One limitation of the study at hand may be a potential selection bias that was introduced through the test setup, as individuals were selected for the test groups that were tolerant towards the observation tunnel (see Subjects section). This might have inadvertently introduced a STRANGE-related bias (Webster & Rutz, 2020). Hence, a selection bias towards those individuals that were bolder and more exploratory and, therefore, could easily be trained to stay inside the observation tunnel. Subsequently, those individuals that were faster, in general, may have been selected for the test groups, hence, explaining any differences we see in the experimental treatment. The significant difference between the sexes in all scores, with the males performing more quickly than the females can potentially also be explained as an artefact of the test set-up (replication study) with four high-ranking males as demonstrators and an unbalanced male–female ratio across experimental groups (the test group had more males and the control group more females). To that effect, the selection bias may have amplified a known aspect of the social structure of kea. Diamond and Bond suggested that male kea are bolder and show more exploratory behaviour than females (Diamond and Bond 1991, 1999). Past experience has shown that male kea are faster to respond in test settings, while females seem to be more tolerant towards waiting, i.e. more patient. For instance, tested in a triadic cooperation task, male kea were faster to approach partners to initiate cooperation, however, females were better at waiting for the second partner to collectively solve the task (Schwing et al. 2020). An additional constraint on female participation may have been the breeding season, which leaves females less motivated to participate in testing. The combination of a selection bias (resulting in uneven sex ratio within the experimental groups), sex difference in general motivation to participate, paired with the seasonal unavailability of females could explain the present results and should be closely monitored in future studies.
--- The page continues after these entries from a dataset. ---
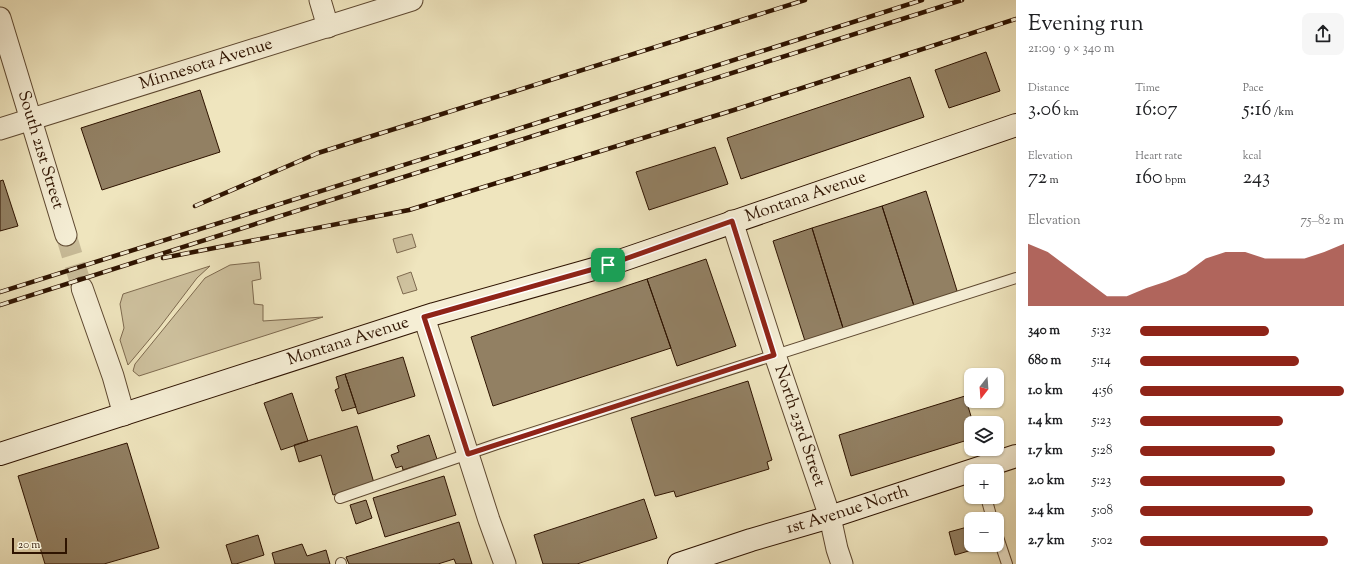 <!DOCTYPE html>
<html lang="en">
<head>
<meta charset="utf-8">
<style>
  body { margin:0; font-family:"Sorts Mill Goudy",serif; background:#f6f6f6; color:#202124; height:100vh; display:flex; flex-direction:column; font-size:15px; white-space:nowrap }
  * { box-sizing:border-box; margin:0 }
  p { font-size:13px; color:#757577 }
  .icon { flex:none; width:22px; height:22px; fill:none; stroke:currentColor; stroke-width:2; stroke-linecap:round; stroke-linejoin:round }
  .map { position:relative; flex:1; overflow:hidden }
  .drawer { display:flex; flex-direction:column; background:#fff; width:340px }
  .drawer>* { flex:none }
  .needle { width:26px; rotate:197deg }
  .buttons { position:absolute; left:964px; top:368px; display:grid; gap:8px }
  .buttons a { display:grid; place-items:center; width:40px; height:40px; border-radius:8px; background:#fff; box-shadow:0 1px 3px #0004; font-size:20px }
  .scale { position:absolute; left:12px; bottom:10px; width:55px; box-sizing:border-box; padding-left:4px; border:2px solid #2e1300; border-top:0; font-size:11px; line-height:14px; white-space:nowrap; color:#2e1300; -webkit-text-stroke:3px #f5eed5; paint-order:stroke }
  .pin { position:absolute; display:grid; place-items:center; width:34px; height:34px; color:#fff; margin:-17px; border-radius:8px; box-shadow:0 2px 6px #0006 }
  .round { display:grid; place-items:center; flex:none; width:42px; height:42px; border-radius:8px; background:#f6f6f6 }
  .headline { display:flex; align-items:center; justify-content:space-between; height:68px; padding:0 12px }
  h1 { font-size:22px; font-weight:600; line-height:30px }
  .metrics { display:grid; grid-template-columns:repeat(3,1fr); gap:6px; height:68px; padding:4px 12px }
  .metrics div { display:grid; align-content:center }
  .metrics b { font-size:20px; font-weight:600 }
  .metrics small { font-size:11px; font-weight:400 }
  .metrics p { font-size:11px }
  .chart { height:112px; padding:8px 12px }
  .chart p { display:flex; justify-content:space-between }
  .chart svg { width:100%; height:72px; margin-top:4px; fill:#8f2418; opacity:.7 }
  ul { padding:0 12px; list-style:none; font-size:13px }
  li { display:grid; grid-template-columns:64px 48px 1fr; align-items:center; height:30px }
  li i { height:10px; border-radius:5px; background:#8f2418 }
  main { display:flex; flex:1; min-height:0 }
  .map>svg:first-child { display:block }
  .green { fill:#cec19e; stroke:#7e6a4f }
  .building { fill:#928063; stroke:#2e1300 }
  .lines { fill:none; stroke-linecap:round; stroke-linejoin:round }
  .minor-tunnel { stroke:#c8bb98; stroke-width:21; stroke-dasharray:21 10; stroke-linecap:butt }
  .service-casing { stroke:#5e4830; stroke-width:12 }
  .minor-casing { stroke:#5e4830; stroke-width:23 }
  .secondary-casing { stroke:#2e1300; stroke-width:24 }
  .service { stroke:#f5eed5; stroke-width:10 }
  .minor { stroke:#f5eed5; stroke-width:21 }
  .secondary { stroke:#f5eed5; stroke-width:22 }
  .rail-casing { stroke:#2e1300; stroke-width:4.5 }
  .rail { stroke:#f5eed5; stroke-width:3; stroke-dasharray:9; stroke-linecap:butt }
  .route-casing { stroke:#fff; stroke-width:8 }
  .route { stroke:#8f2418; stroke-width:5 }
  .labels { text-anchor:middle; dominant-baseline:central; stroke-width:3; stroke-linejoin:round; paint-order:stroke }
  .street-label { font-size:17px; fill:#2e1300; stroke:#f5eed5 }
</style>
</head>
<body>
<main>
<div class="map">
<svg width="1016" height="564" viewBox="0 0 1016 564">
  <rect width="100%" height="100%" fill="#efe5be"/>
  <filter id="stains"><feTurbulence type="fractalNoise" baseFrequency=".005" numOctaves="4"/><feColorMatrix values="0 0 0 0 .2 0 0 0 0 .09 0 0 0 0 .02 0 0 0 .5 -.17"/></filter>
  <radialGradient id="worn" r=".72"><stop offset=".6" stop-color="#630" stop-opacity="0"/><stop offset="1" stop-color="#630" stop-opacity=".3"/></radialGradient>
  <path class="green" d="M412 234 416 247 397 253 393 239Z
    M259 262 261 279 252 281 254 304 263 305V321L323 317 139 376 133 371 135 364 205 278 230 265Z
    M210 266 197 278 159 328 128 365 120 340 124 328 120 304 123 294Z
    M411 272 417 290 403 294 397 277Z"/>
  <path class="building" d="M986 52 1000 91 949 108 935 70Z
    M910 77 924 117 741 179 727 138Z
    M200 90 220 152 102 190 81 128Z
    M715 147 728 184 649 210 636 172Z
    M3 180 18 226 0 231V181Z
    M926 191 958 294 914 306 882 206Z
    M882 206 914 306 843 328 812 228Z
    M812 228 843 328 805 341 773 241Z
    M706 259 736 346 677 366 647 279Z
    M647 279 671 348 493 406 471 337Z
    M403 357 415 396 358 414 345 374Z
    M345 374 356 407 342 411 335 390 339 388 336 377Z
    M748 381 772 460 767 462 769 469 676 497 674 491 655 496 631 418Z
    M292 393 308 441 281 450 264 403Z
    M965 396 973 423H971V439L851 476 839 435Z
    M357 426 374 483 333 495 321 455 299 462 294 445Z
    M429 435 437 459 403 470 402 466 396 468 391 455 399 452 397 446Z
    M127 443 159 548 104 564H45L18 476Z
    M444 476 456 515 385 537 373 498Z
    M644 499 657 538 577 564H543L534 535Z
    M366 500 372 518 356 524 350 505Z
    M459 522 472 564H456L454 559 438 564H349L346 557Z
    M971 526V545H989L955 555 949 532Z
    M258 535 264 555 236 564H232L226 545Z
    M302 544 307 556 326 550 330 564H275L272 553Z"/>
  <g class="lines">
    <path class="minor-tunnel" d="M66 235 82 288"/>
    <defs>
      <path id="service" d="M986 497 992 519
        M340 498 497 444 1016 278
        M997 534 1007 564
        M341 563V564"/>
      <g id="minor">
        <path d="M320 0 328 27"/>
        <path id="s1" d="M0 18 66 235"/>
        <path id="s2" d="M0 129 412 0"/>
        <path id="s3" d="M732 221 775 355 830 517 837 549 842 564"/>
        <path d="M82 288 113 376 124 415"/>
        <path d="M424 317 489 520 505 564"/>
      </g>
      <g id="secondary">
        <path id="s4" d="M0 454 434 314 608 265 1016 125"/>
        <path id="s5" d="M679 564 751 540 830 517 1016 456"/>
      </g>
    </defs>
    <use href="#service" class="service-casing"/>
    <use href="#minor" class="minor-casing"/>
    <use href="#secondary" class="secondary-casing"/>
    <use href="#service" class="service"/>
    <use href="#minor" class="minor"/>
    <use href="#secondary" class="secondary"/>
    <defs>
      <path id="rail" d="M195 206 318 153 805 0
        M163 258 409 210 734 110 1016 19
        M0 292 537 123 922 0
        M0 305 962 0"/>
    </defs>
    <use href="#rail" class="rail-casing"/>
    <use href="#rail" class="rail"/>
  </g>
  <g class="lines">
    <defs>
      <path id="route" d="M732 221 774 355 468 454 424 317 608 265Z"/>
    </defs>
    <use href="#route" class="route-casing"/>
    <use href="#route" class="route"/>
  </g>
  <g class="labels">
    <g class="street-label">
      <text stroke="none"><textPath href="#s2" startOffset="216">Minnesota Avenue</textPath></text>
      <text stroke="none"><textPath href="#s1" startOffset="138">South 21st Street</textPath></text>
      <text stroke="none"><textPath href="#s4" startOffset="846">Montana Avenue</textPath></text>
      <text stroke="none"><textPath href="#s4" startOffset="366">Montana Avenue</textPath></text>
      <text stroke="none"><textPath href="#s3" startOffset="216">North 23rd Street</textPath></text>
      <text stroke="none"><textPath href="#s5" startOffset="177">1st Avenue North</textPath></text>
    </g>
  </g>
  <rect width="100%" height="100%" filter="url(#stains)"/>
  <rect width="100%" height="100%" fill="url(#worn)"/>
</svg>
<div class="buttons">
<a><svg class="needle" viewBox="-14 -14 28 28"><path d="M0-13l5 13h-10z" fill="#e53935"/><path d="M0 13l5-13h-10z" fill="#757577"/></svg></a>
<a><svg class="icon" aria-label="layers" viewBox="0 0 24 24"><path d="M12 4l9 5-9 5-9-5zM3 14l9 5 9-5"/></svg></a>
<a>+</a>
<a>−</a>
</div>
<div class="scale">20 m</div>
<div class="pin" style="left:608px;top:265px;background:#1e9e55"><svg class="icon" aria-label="arrive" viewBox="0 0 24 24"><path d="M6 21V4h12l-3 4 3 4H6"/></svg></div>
</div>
<section class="drawer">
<div class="headline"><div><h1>Evening run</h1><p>21:09 · 9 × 340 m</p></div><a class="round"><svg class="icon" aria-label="share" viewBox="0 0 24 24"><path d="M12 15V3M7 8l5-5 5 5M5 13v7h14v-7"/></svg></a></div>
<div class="metrics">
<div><p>Distance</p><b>3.06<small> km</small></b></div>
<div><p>Time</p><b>16:07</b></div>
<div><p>Pace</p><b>5:16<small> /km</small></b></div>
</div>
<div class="metrics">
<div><p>Elevation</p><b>72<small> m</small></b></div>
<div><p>Heart rate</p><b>160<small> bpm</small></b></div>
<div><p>kcal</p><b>243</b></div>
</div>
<div class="chart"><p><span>Elevation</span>75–82 m</p>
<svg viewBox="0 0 160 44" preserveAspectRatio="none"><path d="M0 44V6L10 11L20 20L30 29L40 38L50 38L60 33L70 29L80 24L90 15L100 11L110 11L120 15L130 15L140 15L150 11L160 6V44z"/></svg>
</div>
<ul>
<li><b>340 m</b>5:32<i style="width:63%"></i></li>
<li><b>680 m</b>5:14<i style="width:78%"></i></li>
<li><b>1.0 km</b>4:56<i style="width:100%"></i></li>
<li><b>1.4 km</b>5:23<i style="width:70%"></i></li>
<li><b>1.7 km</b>5:28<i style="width:66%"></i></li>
<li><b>2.0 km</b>5:23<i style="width:71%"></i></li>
<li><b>2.4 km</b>5:08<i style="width:85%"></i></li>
<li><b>2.7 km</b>5:02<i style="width:92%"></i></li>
</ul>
</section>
</main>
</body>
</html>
In conclusion, our results illustrated that exploration rates were high in those groups that received a demonstration, indicating motivational and attentional shifts and hence pointing toward social learning effects in observer birds during initial exposure to the task. The study offers a valuable contribution to the ever-growing literature on social learning, which is marked by a distinct lack of truly comparative studies, as noted by Galef and Whiten (2017). In fact, although there seems to be undisputed agreement on the value of replication studies the pressure to publish novel, positive (significant) results limit the availability of such studies, for a comprehensive review on the topic see Farrar et al. (2021).

In line with previous studies, our results suggest that kea have a tendency toward applying individual techniques to solving a task which opens the question of whether kea engage in motor imitation at all or if in contrast they favour emulation over motor imitation. Alternatively, the task may have been too simple, or the two actions (push and pull) too similar and hence not suitable to test for imitative behaviour. Corresponding with social learning behaviour, the low difficulty level of the task may not have been adequate to induce imitative behaviour as a response (Garcia-Nisa et al. 2023). Kea may apply imitation selectively (Kuczaj et al. 2012, 2014) depending on the complexity, context and novelty of the task which would require a test set-up conducive to this propensity. Future studies will have to focus on devising a task that will tip the balance in favour of the application of imitative behaviour. This could be achieved by increasing the overall complexity of the task, and therefore, making it less likely that kea depend on individual learning to solve the task. Alternatively, rewarding could be manipulated by introducing asymmetry in the pay-offs, in line with Aplin and colleagues (2017), to incentivise observers to apply imitative behaviour.